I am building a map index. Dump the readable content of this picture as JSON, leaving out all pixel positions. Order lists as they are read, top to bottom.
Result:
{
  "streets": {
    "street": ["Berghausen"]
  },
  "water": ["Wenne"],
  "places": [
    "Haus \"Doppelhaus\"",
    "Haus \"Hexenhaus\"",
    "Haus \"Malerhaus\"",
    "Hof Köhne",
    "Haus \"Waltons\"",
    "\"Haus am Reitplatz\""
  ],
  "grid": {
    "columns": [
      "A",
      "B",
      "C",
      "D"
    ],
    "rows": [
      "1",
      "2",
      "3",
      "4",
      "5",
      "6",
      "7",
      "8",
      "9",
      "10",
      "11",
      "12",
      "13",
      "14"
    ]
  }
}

The problem:
Output every line of the data again, exactly.

Task solution:
I am building a map index. Dump the readable content of this picture as JSON, leaving out all pixel positions. Order lists as they are read, top to bottom.
Result:
{
  "streets": {
    "street": ["Berghausen"]
  },
  "water": ["Wenne"],
  "places": [
    "Haus \"Doppelhaus\"",
    "Haus \"Hexenhaus\"",
    "Haus \"Malerhaus\"",
    "Hof Köhne",
    "Haus \"Waltons\"",
    "\"Haus am Reitplatz\""
  ],
  "grid": {
    "columns": [
      "A",
      "B",
      "C",
      "D"
    ],
    "rows": [
      "1",
      "2",
      "3",
      "4",
      "5",
      "6",
      "7",
      "8",
      "9",
      "10",
      "11",
      "12",
      "13",
      "14"
    ]
  }
}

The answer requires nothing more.